December 29, 2004 at 8:36 am
Hi,
I am a programmer (VB) and a beginner when it comes to optimal database design, but I am always looking for improving my database design skills. I read in numerous posts that every table should have a field that uniquely identifies each record. I understand the underlying logic behind this, what I don't understand is what this unique identifer should be. Many people wrote that an autonumber field is a bad way of creating a unique field and I would like to understand why this is the case? Why is a composite key better than an autonumber field? I would like to design the optimal databases, so if you could point me in the right direction in regards to the unique identifer or any other design considerations I would greatly appreciate it.
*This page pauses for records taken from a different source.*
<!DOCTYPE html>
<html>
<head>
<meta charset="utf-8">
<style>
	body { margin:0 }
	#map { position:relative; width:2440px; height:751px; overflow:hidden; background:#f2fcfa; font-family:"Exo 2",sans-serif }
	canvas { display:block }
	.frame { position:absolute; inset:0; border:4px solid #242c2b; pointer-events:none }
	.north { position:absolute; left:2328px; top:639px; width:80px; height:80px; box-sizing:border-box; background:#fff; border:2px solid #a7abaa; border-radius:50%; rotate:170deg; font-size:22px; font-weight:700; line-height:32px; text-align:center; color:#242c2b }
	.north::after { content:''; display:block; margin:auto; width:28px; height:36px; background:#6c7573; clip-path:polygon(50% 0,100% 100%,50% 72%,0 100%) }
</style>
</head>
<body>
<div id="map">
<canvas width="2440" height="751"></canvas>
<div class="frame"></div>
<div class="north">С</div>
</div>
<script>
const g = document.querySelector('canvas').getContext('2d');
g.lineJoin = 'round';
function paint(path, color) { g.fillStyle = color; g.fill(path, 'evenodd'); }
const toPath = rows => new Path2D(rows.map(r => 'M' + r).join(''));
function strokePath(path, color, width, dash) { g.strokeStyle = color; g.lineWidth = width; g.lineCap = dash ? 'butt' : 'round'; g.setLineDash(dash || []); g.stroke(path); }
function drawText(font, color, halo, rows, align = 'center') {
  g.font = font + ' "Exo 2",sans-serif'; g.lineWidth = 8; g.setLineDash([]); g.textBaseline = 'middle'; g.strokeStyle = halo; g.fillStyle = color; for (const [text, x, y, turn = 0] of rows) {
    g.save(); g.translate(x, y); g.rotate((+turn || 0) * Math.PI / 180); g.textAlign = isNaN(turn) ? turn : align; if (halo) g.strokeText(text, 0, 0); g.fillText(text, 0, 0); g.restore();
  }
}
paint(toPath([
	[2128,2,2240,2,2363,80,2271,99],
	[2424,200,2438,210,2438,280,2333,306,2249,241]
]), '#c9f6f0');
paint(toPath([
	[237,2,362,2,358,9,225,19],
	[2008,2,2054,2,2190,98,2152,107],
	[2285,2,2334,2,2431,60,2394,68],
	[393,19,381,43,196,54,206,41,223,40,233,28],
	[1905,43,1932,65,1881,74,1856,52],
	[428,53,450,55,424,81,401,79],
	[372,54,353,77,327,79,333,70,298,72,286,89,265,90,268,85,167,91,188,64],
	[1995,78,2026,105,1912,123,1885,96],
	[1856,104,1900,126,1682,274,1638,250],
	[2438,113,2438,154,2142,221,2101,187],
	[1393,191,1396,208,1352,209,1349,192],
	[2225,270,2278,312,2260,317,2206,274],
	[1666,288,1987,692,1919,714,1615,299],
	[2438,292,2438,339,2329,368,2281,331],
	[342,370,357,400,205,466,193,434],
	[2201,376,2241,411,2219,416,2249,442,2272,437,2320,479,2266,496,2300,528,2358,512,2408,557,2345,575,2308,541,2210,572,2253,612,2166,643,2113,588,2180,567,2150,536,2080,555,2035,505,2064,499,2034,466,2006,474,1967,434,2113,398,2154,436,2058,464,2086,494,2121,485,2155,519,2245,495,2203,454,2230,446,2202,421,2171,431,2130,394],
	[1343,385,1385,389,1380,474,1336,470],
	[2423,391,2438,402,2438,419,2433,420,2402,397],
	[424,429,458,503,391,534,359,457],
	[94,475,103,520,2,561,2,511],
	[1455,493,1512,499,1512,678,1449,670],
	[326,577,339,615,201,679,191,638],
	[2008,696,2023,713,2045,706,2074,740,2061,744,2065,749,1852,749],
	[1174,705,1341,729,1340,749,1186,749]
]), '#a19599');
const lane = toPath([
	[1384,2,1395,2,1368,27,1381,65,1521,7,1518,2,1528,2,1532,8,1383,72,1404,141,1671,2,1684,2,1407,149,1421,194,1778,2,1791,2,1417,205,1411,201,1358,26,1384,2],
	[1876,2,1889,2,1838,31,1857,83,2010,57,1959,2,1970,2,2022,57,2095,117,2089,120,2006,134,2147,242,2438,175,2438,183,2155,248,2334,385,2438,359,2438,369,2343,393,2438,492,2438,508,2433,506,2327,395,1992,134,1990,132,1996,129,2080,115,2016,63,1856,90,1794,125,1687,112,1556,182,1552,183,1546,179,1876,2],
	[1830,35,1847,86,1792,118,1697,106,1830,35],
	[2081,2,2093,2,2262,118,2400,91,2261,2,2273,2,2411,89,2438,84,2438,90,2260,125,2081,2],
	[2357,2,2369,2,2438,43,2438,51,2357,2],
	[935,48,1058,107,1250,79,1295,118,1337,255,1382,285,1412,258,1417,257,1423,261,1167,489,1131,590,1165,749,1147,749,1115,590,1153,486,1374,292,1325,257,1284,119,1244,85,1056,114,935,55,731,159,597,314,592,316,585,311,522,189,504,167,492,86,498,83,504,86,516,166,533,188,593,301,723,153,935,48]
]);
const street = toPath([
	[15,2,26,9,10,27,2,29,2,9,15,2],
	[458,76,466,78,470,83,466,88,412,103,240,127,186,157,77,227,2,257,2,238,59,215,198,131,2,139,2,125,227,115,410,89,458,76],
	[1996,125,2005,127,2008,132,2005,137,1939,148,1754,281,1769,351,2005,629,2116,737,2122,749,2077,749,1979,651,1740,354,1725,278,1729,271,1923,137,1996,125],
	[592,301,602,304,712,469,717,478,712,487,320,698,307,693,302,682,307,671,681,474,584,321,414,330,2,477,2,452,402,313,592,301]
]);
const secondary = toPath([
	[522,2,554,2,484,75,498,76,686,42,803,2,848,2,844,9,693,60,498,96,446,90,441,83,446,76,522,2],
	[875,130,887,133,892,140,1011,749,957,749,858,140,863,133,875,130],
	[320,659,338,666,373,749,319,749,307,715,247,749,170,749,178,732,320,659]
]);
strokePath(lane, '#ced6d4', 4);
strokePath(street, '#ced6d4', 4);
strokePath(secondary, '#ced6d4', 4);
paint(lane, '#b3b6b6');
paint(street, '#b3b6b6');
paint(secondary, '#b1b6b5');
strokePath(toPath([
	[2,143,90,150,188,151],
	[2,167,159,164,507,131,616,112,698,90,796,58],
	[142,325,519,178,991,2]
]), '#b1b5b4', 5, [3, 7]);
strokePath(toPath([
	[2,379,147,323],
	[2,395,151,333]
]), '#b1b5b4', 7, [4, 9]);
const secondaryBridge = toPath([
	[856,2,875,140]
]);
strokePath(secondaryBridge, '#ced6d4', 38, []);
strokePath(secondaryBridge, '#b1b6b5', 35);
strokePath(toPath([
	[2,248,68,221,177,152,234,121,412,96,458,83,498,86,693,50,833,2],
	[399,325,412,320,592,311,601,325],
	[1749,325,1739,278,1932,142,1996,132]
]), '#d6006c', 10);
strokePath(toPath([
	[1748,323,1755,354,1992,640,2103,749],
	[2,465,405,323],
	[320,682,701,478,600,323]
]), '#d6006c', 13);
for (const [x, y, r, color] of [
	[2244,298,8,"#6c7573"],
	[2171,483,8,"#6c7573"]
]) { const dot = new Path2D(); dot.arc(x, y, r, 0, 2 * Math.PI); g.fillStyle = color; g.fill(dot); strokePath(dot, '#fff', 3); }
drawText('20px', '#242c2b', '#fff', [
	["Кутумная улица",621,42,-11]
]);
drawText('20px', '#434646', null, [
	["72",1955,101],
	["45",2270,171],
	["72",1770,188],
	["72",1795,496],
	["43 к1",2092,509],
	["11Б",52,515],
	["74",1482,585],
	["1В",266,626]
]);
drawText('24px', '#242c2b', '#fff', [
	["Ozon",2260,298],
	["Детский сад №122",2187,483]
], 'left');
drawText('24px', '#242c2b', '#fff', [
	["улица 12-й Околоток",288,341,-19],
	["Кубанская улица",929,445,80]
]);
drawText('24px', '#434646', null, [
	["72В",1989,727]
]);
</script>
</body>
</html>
December 29, 2004 at 8:52 am
Lots of good info here...
http://www.sql-server-performance.com/database_design.asp
I use this site a lot as well as SQL Server Central. Enjoy!!
--Lori
December 29, 2004 at 9:11 am
Beware of Large composite keys, that's why surrogates exists (the speed of joins will be very noticeable as the table grow large).
Like I said there is no ABSOLUTE in design it will always be: "depends"
HTH
* Noel
December 30, 2004 at 12:49 pm
Journeyman, perhaps you could shed light on the Identity column issue, or tell me where to find your "rants".
We have tables that need 3 or four fields to define identity. Example: iBatch (SHORT INT), jBatchDate (DATETIME), iEnvelope (SHORT INT), iPage (SHORT INT), iSeq (SHORT INT). Since we do a tremendous amount of joins, we opted to use an identity column so we only join on one column. Example: Envelope INNER JOIN Page on Envelope.idEnvelope = Page.idEnvelope.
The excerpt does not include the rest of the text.